O halde, Anayasa Mahkemesi’nin anılan iptal kararından sonra davanın hak düşürücü süreden reddine ilişkin verilen kararın doğruluğundan söz edilemez. Zira, kamu düzeniyle ilgili bütün haller istisnanın kapsamına girer.
Öte yandan, yargılama masraflarıyla ilgili olarak 19.01.2011 tarihinde yürürlüğe giren 6099 Sayılı Yasa"nın 16. ve 17. maddeleriyle 3402 Sayılı Yasa"ya eklenen 36/A ve geçici 11. maddelerinde, “Kadastro işlemi ile oluşan tespit ve kayıtların iptali için Devlet veya diğer kamu kurum ve kuruluşları tarafından açılan ve henüz infaz edilmemiş bulunan dava ve kararlarda davalı aleyhine vekâlet ücreti dâhil yargılama gideri yükletilemeyeceği...” yönünde düzenlemeler getirilmiştir.

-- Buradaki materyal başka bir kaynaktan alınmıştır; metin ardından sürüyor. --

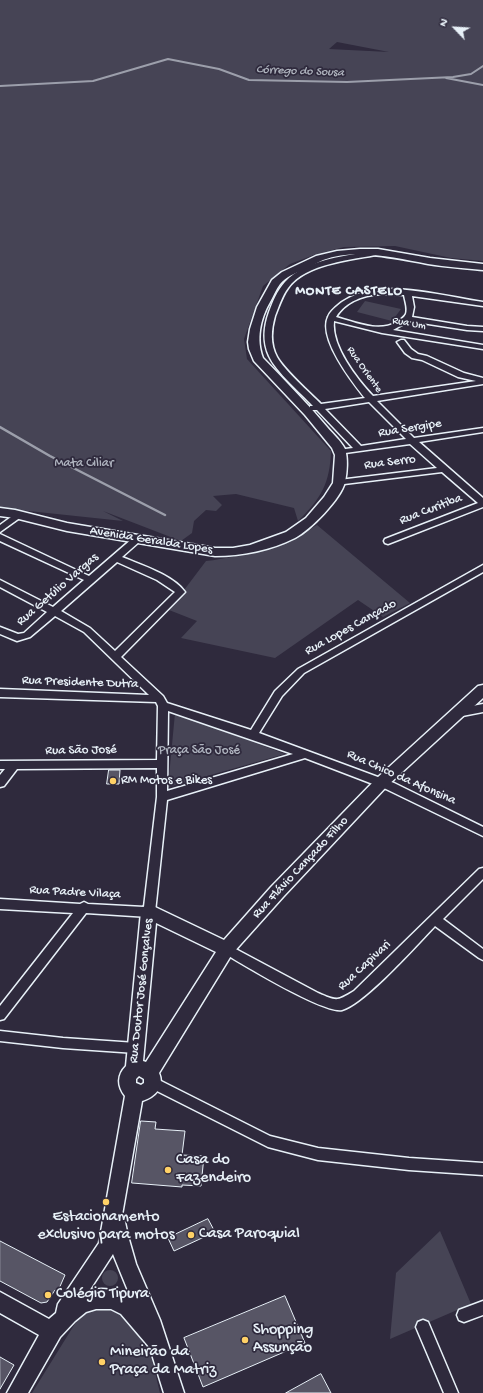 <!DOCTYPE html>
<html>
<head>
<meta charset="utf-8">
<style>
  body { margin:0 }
  #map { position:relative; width:483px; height:1393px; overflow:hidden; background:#2f2a3d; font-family:"Gochi Hand",sans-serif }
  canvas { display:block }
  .north { position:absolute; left:435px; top:8px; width:40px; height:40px; -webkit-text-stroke:3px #2f2a3d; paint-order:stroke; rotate:295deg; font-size:11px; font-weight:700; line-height:16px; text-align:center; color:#e8f1f8 }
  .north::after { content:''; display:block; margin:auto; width:14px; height:18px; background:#e8f1f8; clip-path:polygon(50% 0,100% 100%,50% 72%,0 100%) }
</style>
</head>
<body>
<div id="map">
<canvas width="483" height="1393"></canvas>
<div class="north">N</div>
</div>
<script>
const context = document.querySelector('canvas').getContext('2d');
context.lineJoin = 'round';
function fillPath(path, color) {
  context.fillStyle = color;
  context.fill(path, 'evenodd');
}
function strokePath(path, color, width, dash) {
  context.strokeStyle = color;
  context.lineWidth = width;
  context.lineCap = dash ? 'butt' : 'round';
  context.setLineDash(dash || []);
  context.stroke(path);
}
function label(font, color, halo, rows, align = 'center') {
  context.font = font + ' "Gochi Hand",sans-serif';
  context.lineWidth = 3.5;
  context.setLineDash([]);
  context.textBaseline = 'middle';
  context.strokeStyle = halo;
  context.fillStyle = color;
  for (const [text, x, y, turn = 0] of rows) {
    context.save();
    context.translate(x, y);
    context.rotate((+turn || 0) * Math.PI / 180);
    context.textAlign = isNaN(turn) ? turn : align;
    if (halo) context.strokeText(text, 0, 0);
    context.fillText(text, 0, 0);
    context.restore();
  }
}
fillPath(new Path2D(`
  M0,0H483V261L451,258L395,246L344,247L314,255L290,264L263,286L244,339L247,359L331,451C330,483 321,499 298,521L294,508L236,494L213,496L222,505L216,511L206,510L194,521L192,533L181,541L103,511L123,521L0,508ZM337,42L389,52L329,49Z
  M365,301L401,309L392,321L357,312Z
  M317,525L410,603L383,617L358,600L275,658L181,638L197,621L169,610L206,561C243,557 286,544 317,525Z
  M175,713L285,754L168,787Z
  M440,1231L471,1304L390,1339L396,1273Z
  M102 1278a8 8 0 1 1 16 0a8 8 0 1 1-16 0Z
  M114,1307L130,1319L152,1360L160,1393H32L76,1322L92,1309Z`), '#464455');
strokePath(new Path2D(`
  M446,78L483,85
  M0,86L93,81L168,59L219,69L249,80L347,82L453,77L471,74L483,66`), '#9c9fab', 2);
strokePath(new Path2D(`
  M0,427L50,456L165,515`), '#9c9fab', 2.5);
const building = new Path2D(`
  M109,770H120L119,784H107Z
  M141,1121L156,1122L155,1129L185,1131L182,1155L204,1156L201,1186L182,1185V1187L132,1183Z
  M208,1219L215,1232L174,1251L168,1238Z
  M0,1241L65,1275L58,1291L55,1290L47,1302L41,1303L0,1281Z
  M285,1296L305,1343L203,1387L184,1338Z
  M0,1357L14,1365L0,1389Z
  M321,1374L331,1393H286Z`);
fillPath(building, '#575565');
strokePath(building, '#e8f1f8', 1);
const minor = new Path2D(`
  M378,250H381V254C352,260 306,263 288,288C282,296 279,306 275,316C271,330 270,344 277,357C284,370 310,393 321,404L365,398C352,382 318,338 328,317C330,311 337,306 342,302C354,294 368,290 383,289C415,288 451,297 483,302V306L412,296L414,307L412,317L467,326L483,327V331L467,330L409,321L393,330L483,345V349L382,333L334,321C331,346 357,379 373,396L476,381L458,377L422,360L412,358L405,353L397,342L401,340H404L411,349L418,354L427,356L464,373L483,378V384L377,401L414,438L483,428V432L419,442L483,498V507L388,544L385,543L384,541L385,539L478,503L442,472L336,485L335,483L336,481L339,480L437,468L410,444L338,454L337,452L338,450L353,448L317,410H310V406H313C300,392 276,372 269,356C262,341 264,326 269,312C273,301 277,291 285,282C307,258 348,256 378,250ZM382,294L404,295C405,301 408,308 406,314C404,318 400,320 397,322C378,333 355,322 336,317C346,301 364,295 382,294ZM369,402L406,439L361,446L325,409Z
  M18,512L22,515L21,517L0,532V525Z
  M0,534L89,576L133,538H139L140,540L139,542L122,557C141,565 173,575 185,592L121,657L163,696L167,703L251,730L275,691L298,669L483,565V572L304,673L282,696L259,733L394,783L483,827V836L386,789L305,758L167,800L155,912L153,915L149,917L86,913L4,1019L0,1020V1006L73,913L0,909V899L80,904L84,902L88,904L144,907L157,797V768L17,769L4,786L0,787V775L5,769H0V761L157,760L158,706L156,702L0,697V689L149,695L84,632L55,616L30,637L17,641L0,634V627L18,634L24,633L47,612L0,587V580L53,607L84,580L0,541ZM117,562L157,580L175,592L115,651L90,628L61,611ZM168,711L293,754L167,791Z
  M483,704V712L457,717L453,716L452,713L453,710L457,709Z
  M483,868V879L443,919L483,949V960L479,958L435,926C417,945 364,1004 342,1010C324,1014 242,964 222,952L220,949L222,946L226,944L230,946L318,993C337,1001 336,1002 354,991L479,869Z
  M0,1031L63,1038L136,1043L140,1044L142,1048L140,1052L136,1053L63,1048L0,1041Z
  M153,1077L270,1136L318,1148L409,1158L483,1163V1175L409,1170L318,1160L268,1147L149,1087L147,1083L149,1079Z
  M483,1301V1315L464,1322L459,1320L457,1315L459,1310Z
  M423,1320L428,1322L458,1393H444L416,1327L418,1322Z`);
const secondary = new Path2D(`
  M360,249H378L430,258L483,264V270C465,268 446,267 428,264C394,258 357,248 323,260C316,263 310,267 303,270C295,273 286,277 280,284C276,289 273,297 270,302C260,319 256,340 263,358C285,381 307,403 327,427C333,434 341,441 345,449C348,458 347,473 345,482C341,499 310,530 295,538C271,550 242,556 215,556L67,531L15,518L0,516V508L15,510L67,523L215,548H233L250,545L286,532L306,518L324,497L333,483L335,455L332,448L305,415L254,361L249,349L248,342L250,329L257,307L272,280L282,272L316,256L337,251Z
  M483,685V698L387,786L283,897L232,954L159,1073C165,1087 155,1097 142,1101L122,1215L125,1222L128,1236L136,1264L160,1320L184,1393H164L150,1348L121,1314L111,1309H96L86,1312L75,1321L60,1337L28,1393H7L39,1335L0,1313V1292L49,1319L56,1313L58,1304L99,1243L125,1096C117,1086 117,1075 126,1066L141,912L143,907L149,905L155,907L224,940L271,887L377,778L478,686ZM156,923L216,952L146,1062L143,1061ZM139,1076L144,1079V1083L141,1085L136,1083V1079ZM113,1254L131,1298C117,1291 105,1286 89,1291Z`);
strokePath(minor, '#e8f1f8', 3);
strokePath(secondary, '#e8f1f8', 3);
fillPath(minor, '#2f2a3d');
fillPath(secondary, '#2f2a3d');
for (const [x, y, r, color] of [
  [113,781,4,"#ffd166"],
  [168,1170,4,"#ffd166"],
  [106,1202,4,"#ffd166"],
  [191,1235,4,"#ffd166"],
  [48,1295,4,"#ffd166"],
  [245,1340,4,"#ffd166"],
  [102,1362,4,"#ffd166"]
]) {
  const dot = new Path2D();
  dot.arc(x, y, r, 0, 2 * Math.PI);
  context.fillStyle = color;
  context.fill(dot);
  strokePath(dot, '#2f2a3d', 1.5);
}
label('11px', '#e8f1f8', '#2f2a3d', [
  ["Rua Um",409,324,10],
  ["Rua Oriente",364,370,55]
]);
label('italic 12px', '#afb4be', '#2f2a3d', [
  ["Córrego do Sousa",300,72,2]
]);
label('13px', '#e8f1f8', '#2f2a3d', [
  ["Rua Sergipe",410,429,-9],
  ["Rua Serro",390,463,-7],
  ["Rua Curitiba",431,510,-21],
  ["Avenida Geralda Lopes",151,541,9],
  ["Rua Getúlio Vargas",58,590,-41],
  ["Rua Lopes Cançado",351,628,-29],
  ["Rua Presidente Dutra",80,683,2],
  ["Rua São José",81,751,-1],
  ["Rua Chico da Afonsina",401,778,24],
  ["Rua Flávio Cançado Filho",301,868,-47],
  ["Rua Padre Vilaça",75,893,3],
  ["Rua Capivari",365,966,-43],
  ["Rua Doutor José Gonçalves",142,991,-84]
]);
label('13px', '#afb4bf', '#2f2a3d', [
  ["Mata Ciliar",84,464],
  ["Praça São José",199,751]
]);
label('13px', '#e8f1f8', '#2f2a3d', [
  ["RM Motos e Bikes",121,781]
], 'left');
context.letterSpacing = '1px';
label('bold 14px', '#e8f1f8', '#2f2a3d', [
  ["MONTE CASTELO",349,292]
]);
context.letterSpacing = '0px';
label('16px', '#e8f1f8', '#2f2a3d', [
  ["Casa do",176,1161],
  ["Fazendeiro",176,1179],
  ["Estacionamento",106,1218,"center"],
  ["exclusivo para motos",106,1236,"center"],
  ["Casa Paroquial",199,1235],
  ["Colégio Tipura",56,1295],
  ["Shopping",253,1331],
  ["Assunção",253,1349],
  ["Mineirão da",110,1353],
  ["Praça da Matriz",110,1371]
], 'left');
</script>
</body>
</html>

Hal böyle olunca; işin esası hakkında, çekişme konusu taşınmazın Silivri Asliye Hukuk Mahkemesinin 24.01.1957 tarih, 955/208 Esas, 957/3 karar sayılı tescil ilamına dayalı olarak tesis edilen ve 30.04.1959 tarih 100/99 sayılı sınırı ve miktarı düzeltilen tapu kaydı esas alınarak kadastroca davalının bayii adına tespit edilip çap kaydının oluştuğu, anılan miktar ve sınır düzeltilmesine ilişkin tescil ilamının, tarafı olan hazineyi bağlayacağı hususu da gözetilerek, 24.1.1957 tarih 1955/208 Esas 1957/3 sayılı ve 30.04.1959 tarih 100/99 sayılı kararların kapsamının keşfen belirlenmesi, bu kapsamın 28.11.1997 tarih, 5/3 sayılı İçtihadı Birleştirme kararı uyarınca saptanan kıyı kenar çizgisi içerisinde kalıp kalmadığının açıklığa kavuşturulması; yargılama masrafları yönünden de 6099 sayılı Yasa hükümlerinin dikkate alınması suretiyle uyuşmazlığın çözülebilmesi için karar bozulmalıdır. Hazinenin temyiz itirazı açıklanan nedenlerden ötürü yerindedir. Kabulüyle, hükmün (6100 S. HMK"nın geçici 3. maddesi yollamasıyla) HUMK."nun 428. maddesi uyarınca BOZULMASINA, 18.1.2012 tarihinde oybirliğiyle karar verildi.